• _Data records_:
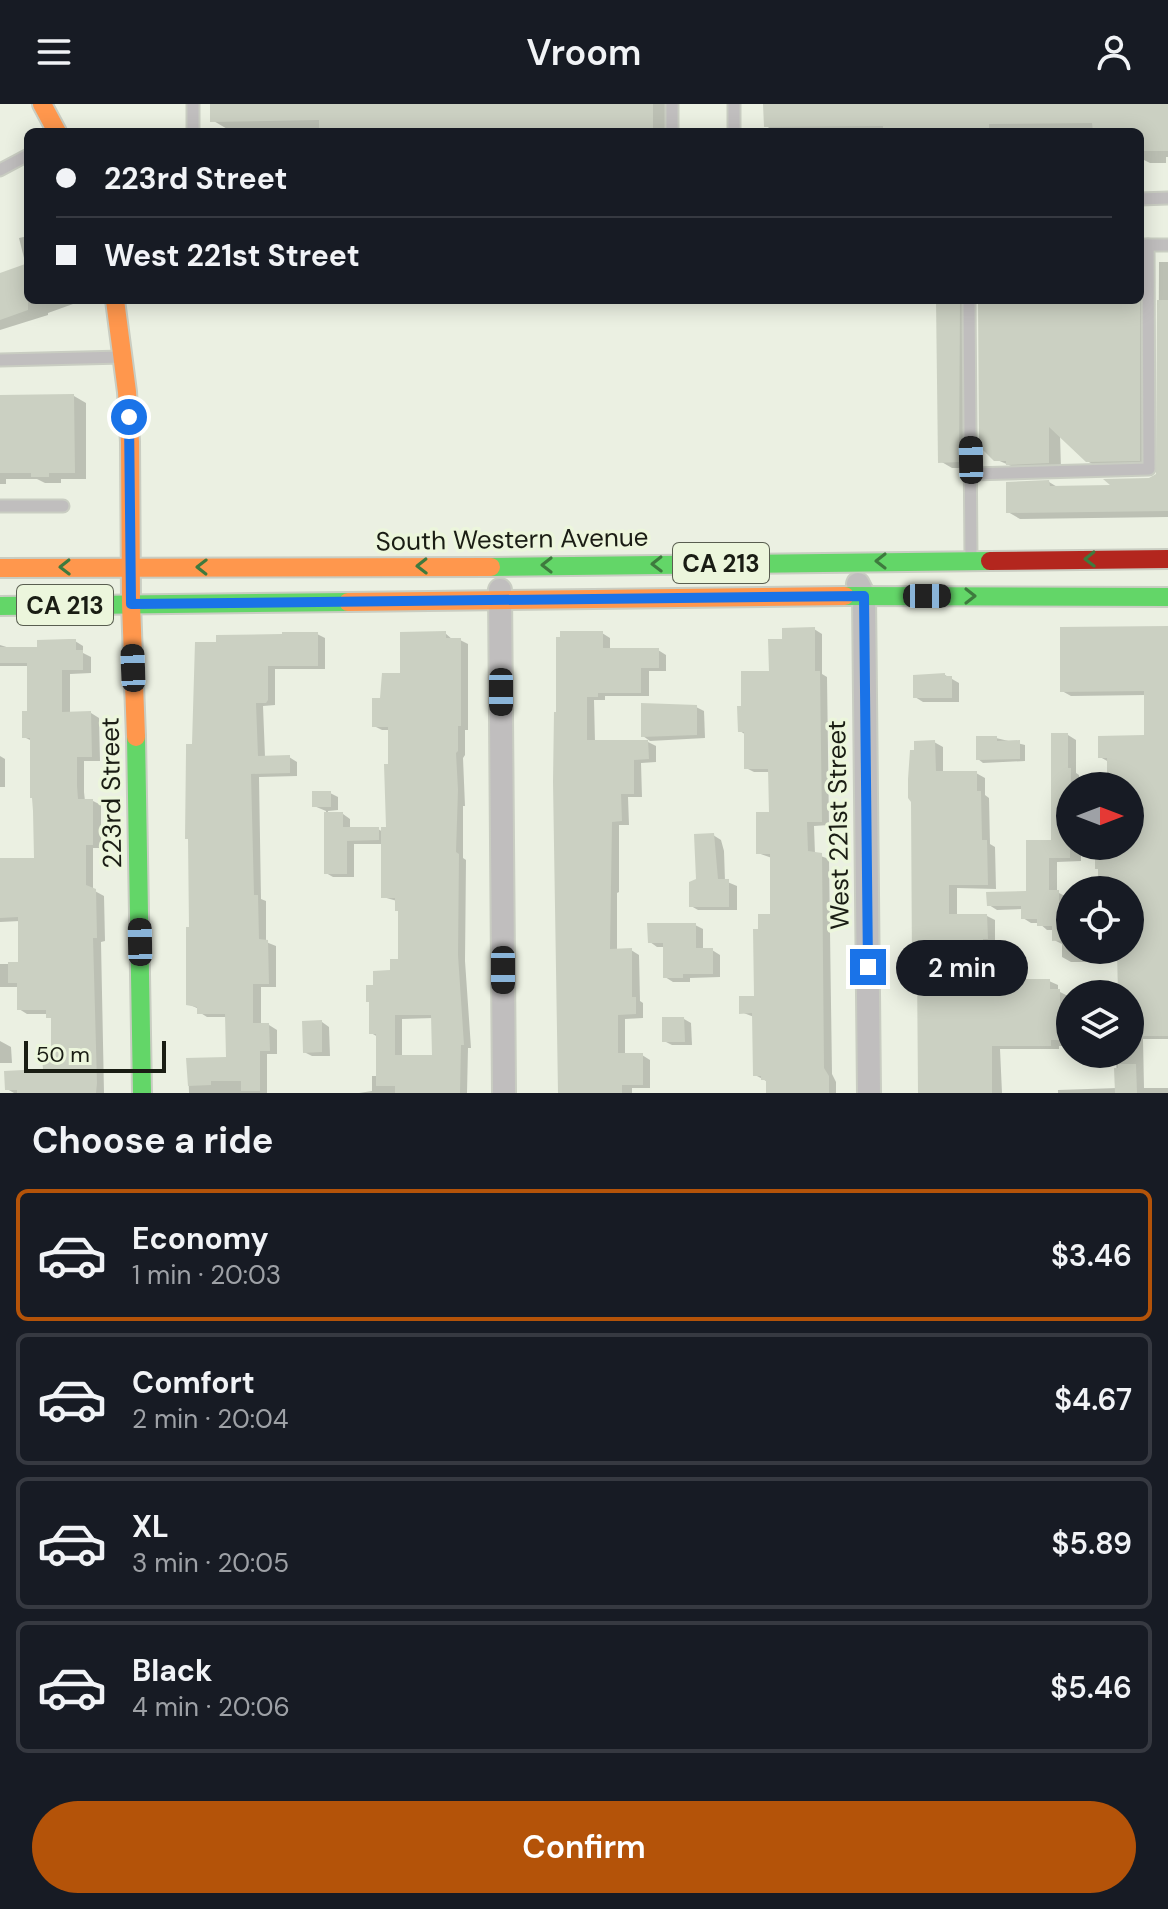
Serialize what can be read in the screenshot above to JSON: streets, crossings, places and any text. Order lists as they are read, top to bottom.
{
  "streets": {
    "main road": ["South Western Avenue", "CA 213", "223rd Street"],
    "street": ["West 221st Street"]
  },
  "crossings": [
    ["South Western Avenue", "223rd Street"],
    ["South Western Avenue", "West 221st Street"],
    ["CA 213", "223rd Street"],
    ["CA 213", "West 221st Street"]
  ],
  "scale_bar": "50 m",
  "north": "right",
  "page": {
    "header": "Vroom",
    "banner": ["223rd Street", "West 221st Street"],
    "bubble": "2 min",
    "scale": "50 m",
    "heading": "Choose a ride",
    "list": [
      {
        "name": "Economy",
        "note": "1 min · 20:03",
        "value": "$3.46"
      },
      {
        "name": "Comfort",
        "note": "2 min · 20:04",
        "value": "$4.67"
      },
      {
        "name": "XL",
        "note": "3 min · 20:05",
        "value": "$5.89"
      },
      {
        "name": "Black",
        "note": "4 min · 20:06",
        "value": "$5.46"
      }
    ],
    "buttons": "Confirm"
  }
}
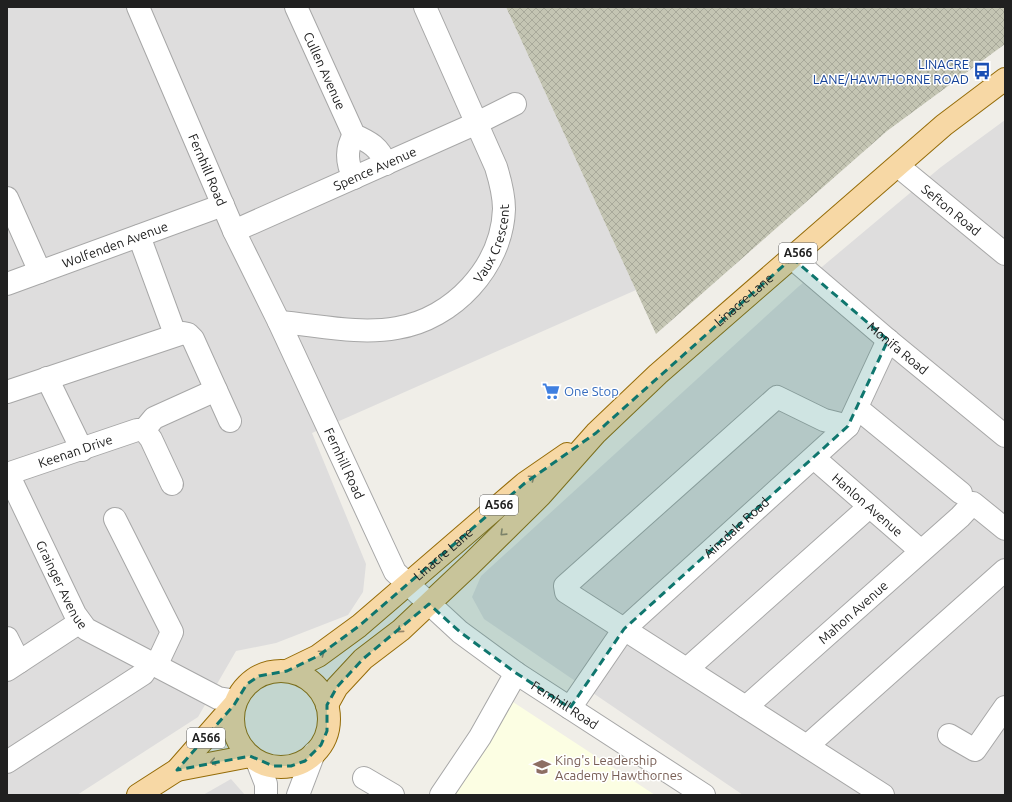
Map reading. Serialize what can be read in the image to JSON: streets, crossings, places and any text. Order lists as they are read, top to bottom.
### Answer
{
  "streets": {
    "main road": ["A566", "Linacre Lane"],
    "street": [
      "Cullen Avenue",
      "Spence Avenue",
      "Fernhill Road",
      "Sefton Road",
      "Vaux Crescent",
      "Wolfenden Avenue",
      "Monifa Road",
      "Keenan Drive",
      "Hanlon Avenue",
      "Ainsdale Road",
      "Grainger Avenue",
      "Mahon Avenue"
    ]
  },
  "crossings": [
    ["Spence Avenue", "Fernhill Road"],
    ["Spence Avenue", "Vaux Crescent"],
    ["Fernhill Road", "Vaux Crescent"],
    ["Fernhill Road", "Wolfenden Avenue"],
    ["Fernhill Road", "Linacre Lane"],
    ["Fernhill Road", "Ainsdale Road"],
    ["Sefton Road", "Linacre Lane"],
    ["A566", "Linacre Lane"],
    ["A566", "Grainger Avenue"],
    ["Linacre Lane", "Monifa Road"],
    ["Linacre Lane", "Grainger Avenue"],
    ["Monifa Road", "Ainsdale Road"],
    ["Keenan Drive", "Grainger Avenue"],
    ["Hanlon Avenue", "Ainsdale Road"],
    ["Hanlon Avenue", "Mahon Avenue"]
  ],
  "places": {
    "bus stop": ["LINACRE LANE/HAWTHORNE ROAD"],
    "supermarket": ["One Stop"],
    "school or university": ["King's Leadership Academy Hawthornes"]
  }
}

• _Required work_:
Single out each line of the records above with the string "read" in it, and copy it.

• _Solved problem_:
Serialize what can be read in the screenshot above to JSON: streets, crossings, places and any text. Order lists as they are read, top to bottom.
Map reading. Serialize what can be read in the image to JSON: streets, crossings, places and any text. Order lists as they are read, top to bottom.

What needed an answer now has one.